Hubungan Iran dan Amerika Serikat (AS) kembali memanas dengan saling menyerang kapal masing-masing yang melewati Selat Hormuz.
Angkatan Laut Korps Garda Revolusi Islam Iran (IRGC) telah mengeluarkan pernyataan yang mengatakan bahwa AS telah melanggar gencatan senjata.
Dalam unggahan di media sosial resmi, IRGC mengatakan bahwa tentara AS telah menargetkan kapal tanker minyak Iran di dekat pelabuhan Jask.
Tidak tinggal diam, Iran pun mengirim serangan balasan.
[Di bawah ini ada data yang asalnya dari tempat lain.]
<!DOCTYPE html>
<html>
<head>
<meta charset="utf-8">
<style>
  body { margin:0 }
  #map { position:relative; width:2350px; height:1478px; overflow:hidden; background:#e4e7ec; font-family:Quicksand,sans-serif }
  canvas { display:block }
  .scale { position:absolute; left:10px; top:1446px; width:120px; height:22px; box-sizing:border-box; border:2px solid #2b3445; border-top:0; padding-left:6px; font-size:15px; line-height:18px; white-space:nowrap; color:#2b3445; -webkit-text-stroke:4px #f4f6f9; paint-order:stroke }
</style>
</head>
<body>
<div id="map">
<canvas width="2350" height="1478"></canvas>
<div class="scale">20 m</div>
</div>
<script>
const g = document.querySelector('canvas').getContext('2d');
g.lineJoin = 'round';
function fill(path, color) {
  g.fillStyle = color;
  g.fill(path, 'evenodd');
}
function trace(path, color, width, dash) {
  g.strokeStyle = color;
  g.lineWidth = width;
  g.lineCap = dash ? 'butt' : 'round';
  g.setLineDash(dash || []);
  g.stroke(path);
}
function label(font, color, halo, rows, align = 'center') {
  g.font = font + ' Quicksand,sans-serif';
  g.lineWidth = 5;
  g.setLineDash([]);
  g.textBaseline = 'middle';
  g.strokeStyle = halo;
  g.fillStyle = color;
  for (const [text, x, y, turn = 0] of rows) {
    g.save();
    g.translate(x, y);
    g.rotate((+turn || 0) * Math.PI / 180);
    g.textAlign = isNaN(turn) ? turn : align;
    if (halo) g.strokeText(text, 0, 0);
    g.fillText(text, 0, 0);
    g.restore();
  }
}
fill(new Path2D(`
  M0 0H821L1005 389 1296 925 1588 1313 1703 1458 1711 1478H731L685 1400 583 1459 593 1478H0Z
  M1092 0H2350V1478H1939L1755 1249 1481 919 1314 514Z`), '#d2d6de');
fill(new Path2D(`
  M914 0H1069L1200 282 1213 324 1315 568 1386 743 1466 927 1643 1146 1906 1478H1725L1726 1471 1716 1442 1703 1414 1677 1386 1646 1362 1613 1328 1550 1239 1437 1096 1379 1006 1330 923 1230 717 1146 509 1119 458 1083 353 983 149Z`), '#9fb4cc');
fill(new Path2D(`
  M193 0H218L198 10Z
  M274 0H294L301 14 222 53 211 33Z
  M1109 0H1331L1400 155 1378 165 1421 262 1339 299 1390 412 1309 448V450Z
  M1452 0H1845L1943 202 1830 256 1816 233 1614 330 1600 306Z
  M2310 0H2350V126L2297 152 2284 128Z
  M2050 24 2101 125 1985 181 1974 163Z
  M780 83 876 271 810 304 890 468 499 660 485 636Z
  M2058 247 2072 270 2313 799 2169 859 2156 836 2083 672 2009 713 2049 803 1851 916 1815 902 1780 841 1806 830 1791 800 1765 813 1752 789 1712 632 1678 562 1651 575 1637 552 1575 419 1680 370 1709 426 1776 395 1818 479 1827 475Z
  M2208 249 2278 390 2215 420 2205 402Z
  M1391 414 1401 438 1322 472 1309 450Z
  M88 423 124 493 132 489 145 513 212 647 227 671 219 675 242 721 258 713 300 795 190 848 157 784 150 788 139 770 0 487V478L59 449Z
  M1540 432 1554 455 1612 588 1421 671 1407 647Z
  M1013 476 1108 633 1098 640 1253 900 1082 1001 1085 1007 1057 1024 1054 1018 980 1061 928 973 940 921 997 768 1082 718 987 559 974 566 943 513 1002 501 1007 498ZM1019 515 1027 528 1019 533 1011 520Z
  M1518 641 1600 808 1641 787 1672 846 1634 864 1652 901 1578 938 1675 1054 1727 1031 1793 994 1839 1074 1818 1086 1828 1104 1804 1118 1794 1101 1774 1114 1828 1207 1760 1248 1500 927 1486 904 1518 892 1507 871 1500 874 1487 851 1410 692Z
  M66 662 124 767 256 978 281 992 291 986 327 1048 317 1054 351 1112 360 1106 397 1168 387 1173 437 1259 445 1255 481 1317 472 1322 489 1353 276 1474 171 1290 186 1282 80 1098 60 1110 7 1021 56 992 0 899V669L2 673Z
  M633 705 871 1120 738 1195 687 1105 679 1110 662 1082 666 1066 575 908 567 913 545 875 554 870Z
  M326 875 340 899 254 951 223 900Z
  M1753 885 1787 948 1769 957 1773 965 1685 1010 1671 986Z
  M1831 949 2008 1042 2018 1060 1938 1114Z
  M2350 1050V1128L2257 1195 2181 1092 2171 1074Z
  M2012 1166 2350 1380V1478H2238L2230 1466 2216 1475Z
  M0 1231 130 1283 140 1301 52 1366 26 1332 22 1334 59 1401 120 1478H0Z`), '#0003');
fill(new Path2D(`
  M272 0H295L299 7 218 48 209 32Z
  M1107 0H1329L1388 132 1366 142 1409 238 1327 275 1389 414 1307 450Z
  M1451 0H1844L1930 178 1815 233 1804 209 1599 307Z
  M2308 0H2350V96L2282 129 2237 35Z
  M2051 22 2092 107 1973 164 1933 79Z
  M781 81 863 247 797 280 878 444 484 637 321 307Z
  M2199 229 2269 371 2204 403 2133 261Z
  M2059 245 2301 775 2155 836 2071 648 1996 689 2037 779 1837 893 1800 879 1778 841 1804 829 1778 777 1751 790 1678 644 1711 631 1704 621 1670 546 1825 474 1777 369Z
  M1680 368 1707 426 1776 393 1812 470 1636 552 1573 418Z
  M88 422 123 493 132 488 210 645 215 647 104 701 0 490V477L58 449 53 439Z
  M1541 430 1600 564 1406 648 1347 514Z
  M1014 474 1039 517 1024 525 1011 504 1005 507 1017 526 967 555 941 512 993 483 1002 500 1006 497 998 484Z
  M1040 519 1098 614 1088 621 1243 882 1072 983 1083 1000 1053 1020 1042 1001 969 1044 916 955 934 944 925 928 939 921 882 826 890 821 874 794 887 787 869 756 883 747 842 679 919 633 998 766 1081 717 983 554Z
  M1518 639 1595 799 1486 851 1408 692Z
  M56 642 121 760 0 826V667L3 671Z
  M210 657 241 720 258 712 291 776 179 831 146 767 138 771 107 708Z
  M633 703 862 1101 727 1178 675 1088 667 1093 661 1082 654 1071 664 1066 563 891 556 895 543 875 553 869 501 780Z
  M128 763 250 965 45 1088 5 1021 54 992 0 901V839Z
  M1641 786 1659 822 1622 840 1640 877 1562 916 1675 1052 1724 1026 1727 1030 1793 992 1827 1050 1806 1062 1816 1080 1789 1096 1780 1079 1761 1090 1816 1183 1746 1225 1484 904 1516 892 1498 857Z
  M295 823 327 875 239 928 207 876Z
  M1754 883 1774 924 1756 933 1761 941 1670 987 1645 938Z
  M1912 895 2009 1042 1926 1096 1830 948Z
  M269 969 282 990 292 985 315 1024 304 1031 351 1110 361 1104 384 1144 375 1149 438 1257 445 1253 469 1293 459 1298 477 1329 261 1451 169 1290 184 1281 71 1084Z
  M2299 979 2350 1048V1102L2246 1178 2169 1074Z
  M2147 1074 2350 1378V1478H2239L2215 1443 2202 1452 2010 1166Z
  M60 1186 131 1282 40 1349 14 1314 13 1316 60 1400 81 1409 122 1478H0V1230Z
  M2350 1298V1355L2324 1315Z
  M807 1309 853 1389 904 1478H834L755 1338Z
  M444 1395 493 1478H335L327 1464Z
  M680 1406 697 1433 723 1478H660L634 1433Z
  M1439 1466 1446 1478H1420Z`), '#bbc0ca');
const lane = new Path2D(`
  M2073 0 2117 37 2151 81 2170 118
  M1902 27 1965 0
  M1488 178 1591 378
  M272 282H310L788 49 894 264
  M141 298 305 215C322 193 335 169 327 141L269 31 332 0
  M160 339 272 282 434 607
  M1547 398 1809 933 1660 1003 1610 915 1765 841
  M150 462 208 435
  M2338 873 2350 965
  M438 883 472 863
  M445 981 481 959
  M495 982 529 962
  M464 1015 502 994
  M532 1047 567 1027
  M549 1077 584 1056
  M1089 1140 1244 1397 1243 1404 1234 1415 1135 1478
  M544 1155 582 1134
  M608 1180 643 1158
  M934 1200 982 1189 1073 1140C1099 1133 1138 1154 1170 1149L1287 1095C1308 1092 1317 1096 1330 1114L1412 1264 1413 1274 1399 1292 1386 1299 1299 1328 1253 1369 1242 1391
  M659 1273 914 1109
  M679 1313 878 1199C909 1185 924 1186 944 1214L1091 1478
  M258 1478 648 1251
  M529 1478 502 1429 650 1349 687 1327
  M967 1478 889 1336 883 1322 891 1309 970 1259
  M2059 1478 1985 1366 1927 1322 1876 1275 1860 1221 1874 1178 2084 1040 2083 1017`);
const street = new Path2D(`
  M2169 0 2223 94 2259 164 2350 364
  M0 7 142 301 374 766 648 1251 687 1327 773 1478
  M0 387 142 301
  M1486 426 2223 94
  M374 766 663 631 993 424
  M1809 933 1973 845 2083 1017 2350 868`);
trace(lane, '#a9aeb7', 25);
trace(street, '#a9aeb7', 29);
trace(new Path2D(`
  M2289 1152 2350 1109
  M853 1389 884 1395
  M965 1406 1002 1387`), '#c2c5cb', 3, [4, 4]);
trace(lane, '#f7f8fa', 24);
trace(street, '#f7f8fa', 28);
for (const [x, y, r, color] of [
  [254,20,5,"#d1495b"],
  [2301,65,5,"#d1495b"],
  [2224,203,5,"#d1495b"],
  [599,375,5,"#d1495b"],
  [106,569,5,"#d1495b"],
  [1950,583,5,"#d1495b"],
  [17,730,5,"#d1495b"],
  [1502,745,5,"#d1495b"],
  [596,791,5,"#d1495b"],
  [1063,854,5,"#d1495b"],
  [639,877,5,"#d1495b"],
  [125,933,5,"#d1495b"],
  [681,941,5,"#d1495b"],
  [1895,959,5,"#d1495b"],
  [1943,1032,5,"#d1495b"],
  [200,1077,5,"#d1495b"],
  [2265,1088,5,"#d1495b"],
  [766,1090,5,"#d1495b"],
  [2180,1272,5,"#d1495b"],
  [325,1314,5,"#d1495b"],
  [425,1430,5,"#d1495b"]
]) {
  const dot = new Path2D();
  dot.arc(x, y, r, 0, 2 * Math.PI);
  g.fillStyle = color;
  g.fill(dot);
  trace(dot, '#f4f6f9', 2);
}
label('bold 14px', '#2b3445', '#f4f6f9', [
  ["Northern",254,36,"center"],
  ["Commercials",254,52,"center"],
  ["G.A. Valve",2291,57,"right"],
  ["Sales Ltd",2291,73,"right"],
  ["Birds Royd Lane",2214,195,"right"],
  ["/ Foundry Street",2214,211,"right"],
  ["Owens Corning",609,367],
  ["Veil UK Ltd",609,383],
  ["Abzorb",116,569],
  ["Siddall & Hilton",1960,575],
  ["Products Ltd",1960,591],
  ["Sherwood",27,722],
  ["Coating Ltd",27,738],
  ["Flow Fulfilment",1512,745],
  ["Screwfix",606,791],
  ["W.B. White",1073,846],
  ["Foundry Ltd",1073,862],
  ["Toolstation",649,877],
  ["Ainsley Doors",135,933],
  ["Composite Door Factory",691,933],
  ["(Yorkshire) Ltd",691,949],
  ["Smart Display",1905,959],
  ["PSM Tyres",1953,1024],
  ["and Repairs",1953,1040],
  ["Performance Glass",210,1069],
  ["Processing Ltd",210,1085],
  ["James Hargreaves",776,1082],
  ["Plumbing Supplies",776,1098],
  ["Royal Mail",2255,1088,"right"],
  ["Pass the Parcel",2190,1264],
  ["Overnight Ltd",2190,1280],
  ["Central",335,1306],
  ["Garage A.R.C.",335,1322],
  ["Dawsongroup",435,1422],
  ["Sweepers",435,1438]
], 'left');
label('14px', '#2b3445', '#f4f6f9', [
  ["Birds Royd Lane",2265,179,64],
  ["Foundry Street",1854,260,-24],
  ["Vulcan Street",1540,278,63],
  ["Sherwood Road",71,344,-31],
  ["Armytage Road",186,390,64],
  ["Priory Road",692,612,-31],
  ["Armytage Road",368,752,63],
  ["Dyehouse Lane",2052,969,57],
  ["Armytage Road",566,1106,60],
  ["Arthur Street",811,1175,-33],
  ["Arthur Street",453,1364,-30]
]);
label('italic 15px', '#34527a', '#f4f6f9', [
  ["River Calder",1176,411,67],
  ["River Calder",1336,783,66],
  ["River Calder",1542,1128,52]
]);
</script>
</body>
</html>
Menurut Angkatan laut Iran, hulu ledak eksplosif yang intens dan pengawasan intelijen menunjukkan adanya kerusakan signifikan pada kapal AS.
Dan tiga kapal penyerang milik Amerika dengan cepat melarikan diri dari wilayah Selat Hormuz,”
kata Angakatan Laut Iran, dikutip dari BBC Internasional, Jumat, 8 Mei 2026.
Sementara itu, Komando Pusat AS (CENTCOM) membantah bahwa kapal mereka mengalami kerusakan.
Menurut CENTCOM, pasukan AS berhasil mencegat serangan Iran dan membalas dengan serangan pertahanan diri saat kapal perusak rudal Angkatan Laut AS melintasi Selat Hormuz menuju Teluk Oman, 7 Mei.
CENTCOM juga membantah bahwa pihaknya menyerang kapal minyak Iran, dan mengklaim bahwa serangan lebih dulu dilakukan oleh pihak Teheran.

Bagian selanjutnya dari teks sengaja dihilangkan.